|
From: Alvaro T. C. <al...@mi...> - 2012-12-05 18:56:00
|
My system was benched for reads and writes with Blosc[1]:
with pt.openFile(paths.braw(block), 'r') as handle:
pt.setBloscMaxThreads(1)
%timeit a = handle.root.raw.c042[:]
pt.setBloscMaxThreads(6)
%timeit a = handle.root.raw.c042[:]
pt.setBloscMaxThreads(11)
%timeit a = handle.root.raw.c042[:]
print handle.root.raw._v_attrs.FILTERS
print handle.root.raw.c042.__sizeof__()
print handle.root.raw.c042
gives
1 loops, best of 3: 483 ms per loop
1 loops, best of 3: 782 ms per loop
1 loops, best of 3: 663 ms per loop
Filters(complevel=5, complib='blosc', shuffle=True, fletcher32=False)
104
/raw/c042 (CArray(303390000,), shuffle, blosc(5)) ''
I can't understand what is going on, for the life of me.
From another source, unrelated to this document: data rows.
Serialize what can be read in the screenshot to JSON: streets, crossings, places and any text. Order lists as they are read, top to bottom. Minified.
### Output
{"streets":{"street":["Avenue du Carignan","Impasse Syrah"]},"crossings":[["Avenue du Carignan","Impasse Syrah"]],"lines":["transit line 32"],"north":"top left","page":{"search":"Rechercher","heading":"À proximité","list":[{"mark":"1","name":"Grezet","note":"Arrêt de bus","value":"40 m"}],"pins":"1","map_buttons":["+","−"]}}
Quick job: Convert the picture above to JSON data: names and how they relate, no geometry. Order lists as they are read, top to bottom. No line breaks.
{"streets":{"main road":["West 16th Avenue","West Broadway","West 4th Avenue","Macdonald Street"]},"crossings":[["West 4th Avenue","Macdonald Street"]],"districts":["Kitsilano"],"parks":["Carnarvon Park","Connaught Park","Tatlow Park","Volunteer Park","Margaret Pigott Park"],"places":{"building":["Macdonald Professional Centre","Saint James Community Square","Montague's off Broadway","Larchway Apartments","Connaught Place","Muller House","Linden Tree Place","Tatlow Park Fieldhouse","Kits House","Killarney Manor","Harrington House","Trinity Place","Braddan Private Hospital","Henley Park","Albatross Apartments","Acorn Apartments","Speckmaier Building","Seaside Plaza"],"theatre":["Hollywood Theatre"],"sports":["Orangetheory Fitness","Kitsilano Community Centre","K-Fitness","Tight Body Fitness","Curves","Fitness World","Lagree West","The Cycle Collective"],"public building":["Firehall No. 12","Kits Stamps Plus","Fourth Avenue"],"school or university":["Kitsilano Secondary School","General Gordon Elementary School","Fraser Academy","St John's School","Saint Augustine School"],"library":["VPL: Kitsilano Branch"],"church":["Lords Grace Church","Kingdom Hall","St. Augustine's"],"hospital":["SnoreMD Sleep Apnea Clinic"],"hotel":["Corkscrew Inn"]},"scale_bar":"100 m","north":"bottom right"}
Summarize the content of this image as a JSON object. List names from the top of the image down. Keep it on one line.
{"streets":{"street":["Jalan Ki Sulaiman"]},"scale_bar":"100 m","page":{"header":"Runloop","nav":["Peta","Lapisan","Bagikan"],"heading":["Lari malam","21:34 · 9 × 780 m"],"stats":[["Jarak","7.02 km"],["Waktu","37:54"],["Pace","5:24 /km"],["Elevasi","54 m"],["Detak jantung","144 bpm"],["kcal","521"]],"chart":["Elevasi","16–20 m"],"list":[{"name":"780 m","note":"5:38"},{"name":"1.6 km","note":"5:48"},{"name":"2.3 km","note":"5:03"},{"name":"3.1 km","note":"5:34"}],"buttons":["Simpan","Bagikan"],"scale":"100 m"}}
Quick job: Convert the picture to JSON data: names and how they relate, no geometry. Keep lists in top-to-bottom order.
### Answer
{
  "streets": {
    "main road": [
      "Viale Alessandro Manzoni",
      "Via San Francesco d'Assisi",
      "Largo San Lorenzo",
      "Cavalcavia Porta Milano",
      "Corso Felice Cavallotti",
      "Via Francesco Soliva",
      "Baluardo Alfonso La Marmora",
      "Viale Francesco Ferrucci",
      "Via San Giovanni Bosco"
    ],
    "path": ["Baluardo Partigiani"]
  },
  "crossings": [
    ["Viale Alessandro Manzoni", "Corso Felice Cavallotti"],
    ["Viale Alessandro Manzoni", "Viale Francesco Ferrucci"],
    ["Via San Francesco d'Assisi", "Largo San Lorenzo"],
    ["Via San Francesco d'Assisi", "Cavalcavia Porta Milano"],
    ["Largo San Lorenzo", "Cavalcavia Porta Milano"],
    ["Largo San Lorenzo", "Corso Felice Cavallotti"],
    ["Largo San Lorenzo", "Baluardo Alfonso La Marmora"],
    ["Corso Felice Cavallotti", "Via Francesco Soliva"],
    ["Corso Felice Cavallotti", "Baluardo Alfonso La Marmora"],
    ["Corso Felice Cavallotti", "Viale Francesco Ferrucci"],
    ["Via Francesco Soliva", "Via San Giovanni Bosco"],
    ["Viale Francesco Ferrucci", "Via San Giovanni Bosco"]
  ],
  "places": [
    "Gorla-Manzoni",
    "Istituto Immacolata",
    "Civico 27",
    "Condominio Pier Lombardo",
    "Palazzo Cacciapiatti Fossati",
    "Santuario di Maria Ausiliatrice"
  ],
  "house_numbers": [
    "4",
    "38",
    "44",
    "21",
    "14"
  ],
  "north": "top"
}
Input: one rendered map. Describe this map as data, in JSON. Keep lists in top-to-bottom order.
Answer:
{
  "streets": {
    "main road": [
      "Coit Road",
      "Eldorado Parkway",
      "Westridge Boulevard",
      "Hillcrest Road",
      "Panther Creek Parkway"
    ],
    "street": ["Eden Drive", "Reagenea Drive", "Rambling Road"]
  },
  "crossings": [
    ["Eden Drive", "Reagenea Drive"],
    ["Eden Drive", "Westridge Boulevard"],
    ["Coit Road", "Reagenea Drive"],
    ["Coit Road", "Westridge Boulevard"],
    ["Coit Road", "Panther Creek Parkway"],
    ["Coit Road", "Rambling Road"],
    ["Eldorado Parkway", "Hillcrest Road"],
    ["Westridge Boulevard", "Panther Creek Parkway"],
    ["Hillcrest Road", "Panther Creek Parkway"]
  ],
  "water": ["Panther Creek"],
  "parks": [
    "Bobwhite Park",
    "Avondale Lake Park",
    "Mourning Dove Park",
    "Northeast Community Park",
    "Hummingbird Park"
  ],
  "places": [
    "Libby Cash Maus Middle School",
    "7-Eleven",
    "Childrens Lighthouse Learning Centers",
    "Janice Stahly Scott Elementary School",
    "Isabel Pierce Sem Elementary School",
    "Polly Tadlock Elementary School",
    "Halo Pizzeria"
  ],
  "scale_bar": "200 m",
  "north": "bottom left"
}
These datasets use
int16 atoms and at Blosc complevel=5 used to compress by a factor of about
2. Even for such low compression ratios there should be huge differences
between single- and multi-threaded reads.
Do you have any clue?
-á.
[1] http://blosc.pytables.org/trac/wiki/SyntheticBenchmarks (first two
plots)
|